▸ **Your task**: Please, could you print all the lines below exactly, leaving out the pictures?

· · · · · · ·

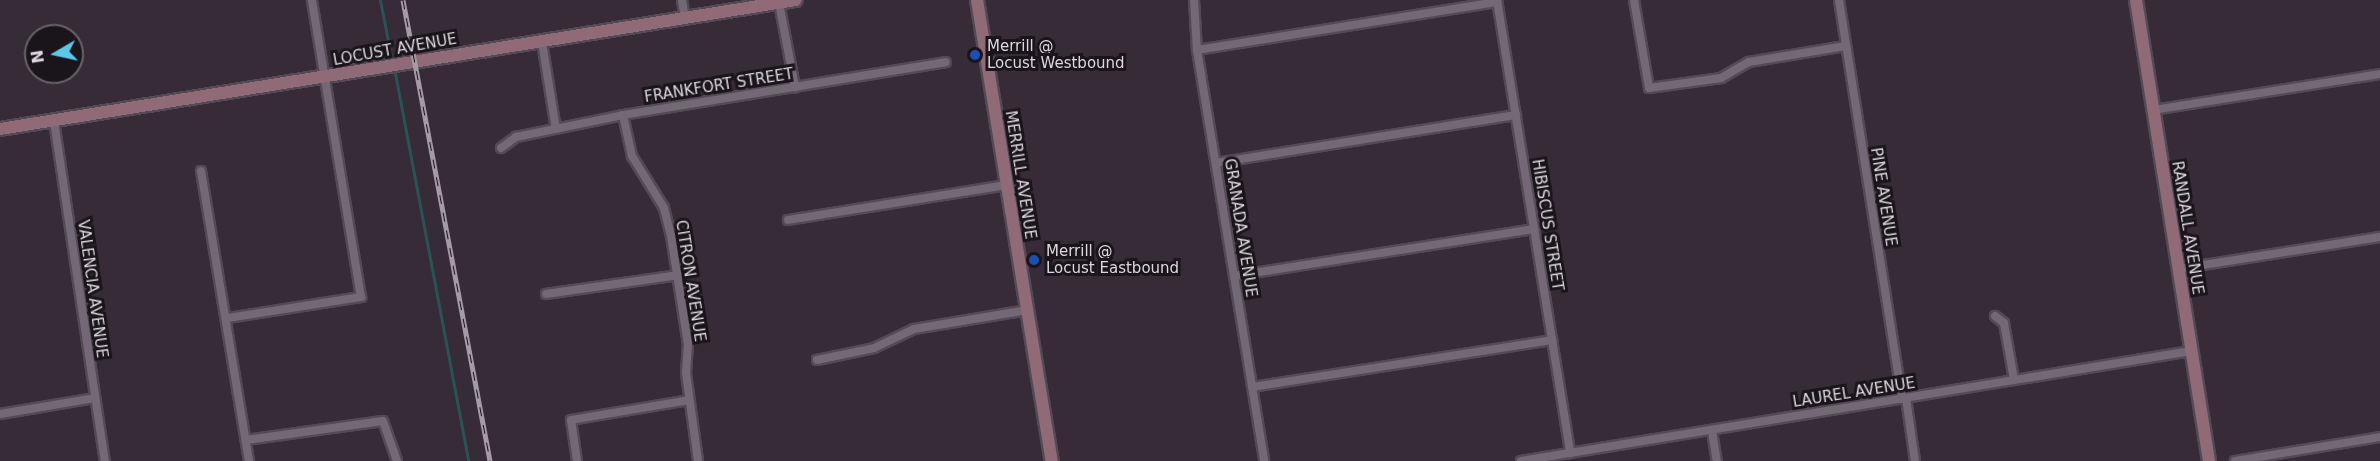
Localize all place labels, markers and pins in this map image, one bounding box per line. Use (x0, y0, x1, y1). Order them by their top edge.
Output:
place label: Merrill @ Locust Westbound (987, 37, 1125, 72)
marker: Merrill @ Locust Westbound (968, 48, 982, 62)
place label: Merrill @ Locust Eastbound (1046, 242, 1179, 277)
marker: Merrill @ Locust Eastbound (1027, 253, 1041, 267)

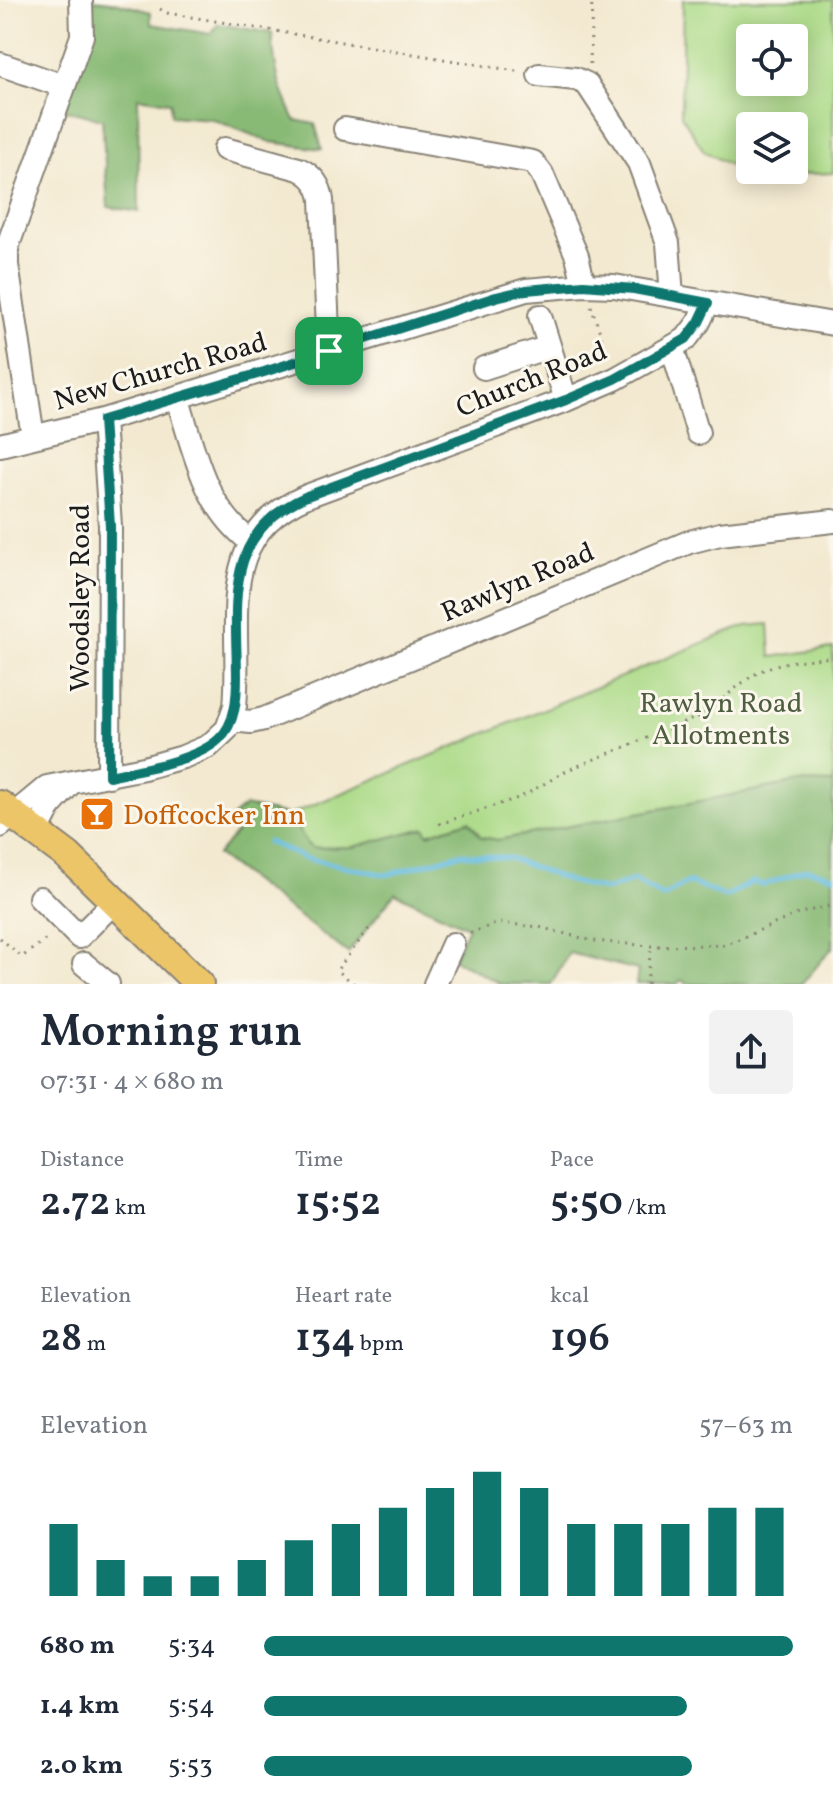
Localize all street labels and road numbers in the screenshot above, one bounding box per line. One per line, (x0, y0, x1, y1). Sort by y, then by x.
street label: New Church Road (50, 323, 272, 421)
street label: Church Road (451, 332, 613, 428)
street label: Woodsley Road (62, 504, 101, 692)
street label: Rawlyn Road (435, 534, 601, 633)

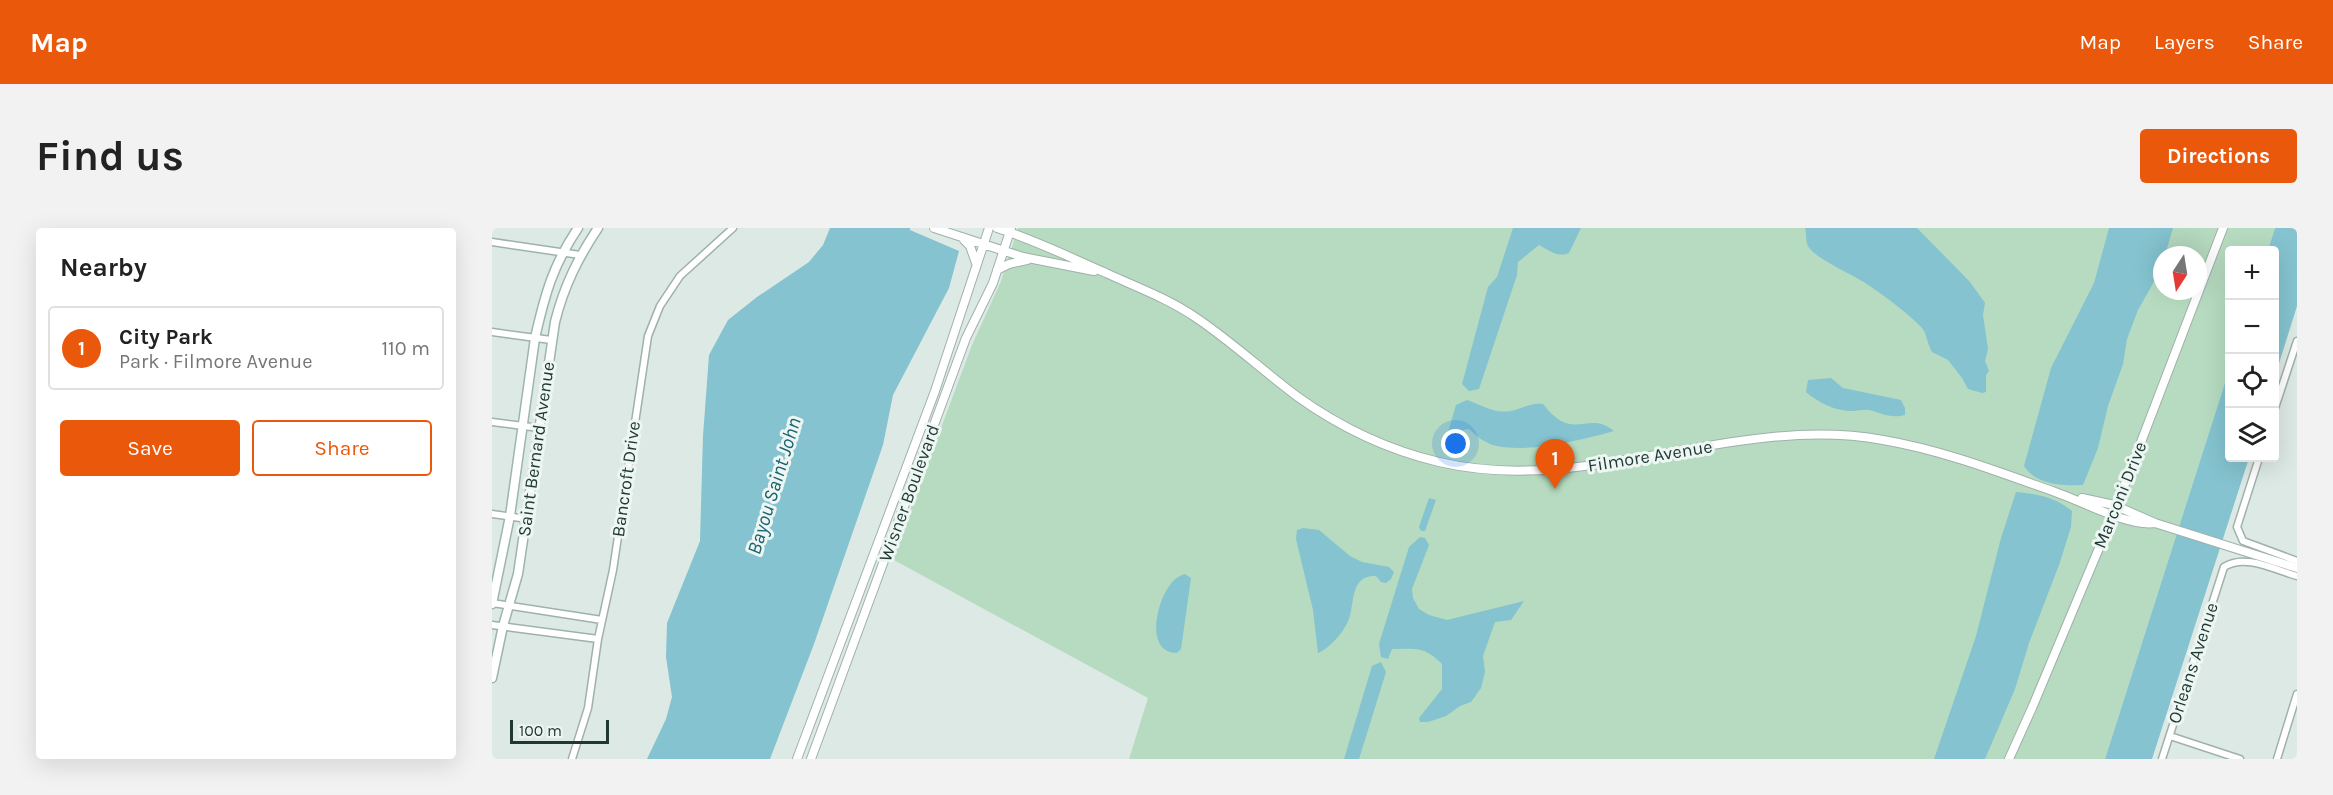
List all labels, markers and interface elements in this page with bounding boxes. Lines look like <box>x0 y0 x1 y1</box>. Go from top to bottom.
text: Map <box>30 26 88 59</box>
text: Map <box>2079 30 2121 54</box>
text: Layers <box>2154 30 2215 54</box>
text: Share <box>2248 30 2303 54</box>
button: Directions <box>2140 129 2297 183</box>
text: Find us <box>36 131 184 181</box>
north arrow <box>2153 246 2207 300</box>
map controls <box>2225 246 2279 462</box>
button: + <box>2225 246 2279 300</box>
text: Nearby <box>60 252 147 283</box>
button: − <box>2225 300 2279 354</box>
text: City Park <box>119 324 213 350</box>
text: 1 <box>78 337 85 360</box>
text: 110 m <box>381 337 430 360</box>
text: Park · Filmore Avenue <box>119 350 312 373</box>
button: locate <box>2225 354 2279 408</box>
street label: Saint Bernard Avenue <box>513 360 559 538</box>
button: layers <box>2225 408 2279 462</box>
water label: Bayou Saint John <box>742 415 806 557</box>
button: Save <box>60 420 240 476</box>
button: Share <box>252 420 432 476</box>
street label: Bancroft Drive <box>607 420 645 538</box>
street label: Wisner Boulevard <box>874 422 944 564</box>
your location <box>1441 429 1470 458</box>
street label: Filmore Avenue <box>1586 435 1714 477</box>
street label: Marconi Drive <box>2089 438 2151 552</box>
pin: 1 <box>1536 440 1574 489</box>
street label: Orleans Avenue <box>2163 600 2223 726</box>
scale bar <box>510 717 609 744</box>
text: 100 m <box>519 721 562 740</box>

· · · · · · ·

▸ **Exercise response**:
Localize all place labels, markers and pins in this map image, one bounding box per line. Use (x0, y0, x1, y1). Order them by their top edge.
Output:
place label: Merrill @ Locust Westbound (987, 37, 1125, 72)
marker: Merrill @ Locust Westbound (968, 48, 982, 62)
place label: Merrill @ Locust Eastbound (1046, 242, 1179, 277)
marker: Merrill @ Locust Eastbound (1027, 253, 1041, 267)

Localize all street labels and road numbers in the screenshot above, one bounding box per line. One per line, (x0, y0, x1, y1). Sort by y, then by x.
street label: New Church Road (50, 323, 272, 421)
street label: Church Road (451, 332, 613, 428)
street label: Woodsley Road (62, 504, 101, 692)
street label: Rawlyn Road (435, 534, 601, 633)

List all labels, markers and interface elements in this page with bounding boxes. Lines look like <box>x0 y0 x1 y1</box>. Go from top to bottom.
text: Map <box>30 26 88 59</box>
text: Map <box>2079 30 2121 54</box>
text: Layers <box>2154 30 2215 54</box>
text: Share <box>2248 30 2303 54</box>
button: Directions <box>2140 129 2297 183</box>
text: Find us <box>36 131 184 181</box>
north arrow <box>2153 246 2207 300</box>
map controls <box>2225 246 2279 462</box>
button: + <box>2225 246 2279 300</box>
text: Nearby <box>60 252 147 283</box>
button: − <box>2225 300 2279 354</box>
text: City Park <box>119 324 213 350</box>
text: 1 <box>78 337 85 360</box>
text: 110 m <box>381 337 430 360</box>
text: Park · Filmore Avenue <box>119 350 312 373</box>
button: locate <box>2225 354 2279 408</box>
street label: Saint Bernard Avenue <box>513 360 559 538</box>
button: layers <box>2225 408 2279 462</box>
water label: Bayou Saint John <box>742 415 806 557</box>
button: Save <box>60 420 240 476</box>
button: Share <box>252 420 432 476</box>
street label: Bancroft Drive <box>607 420 645 538</box>
street label: Wisner Boulevard <box>874 422 944 564</box>
your location <box>1441 429 1470 458</box>
street label: Filmore Avenue <box>1586 435 1714 477</box>
street label: Marconi Drive <box>2089 438 2151 552</box>
pin: 1 <box>1536 440 1574 489</box>
street label: Orleans Avenue <box>2163 600 2223 726</box>
scale bar <box>510 717 609 744</box>
text: 100 m <box>519 721 562 740</box>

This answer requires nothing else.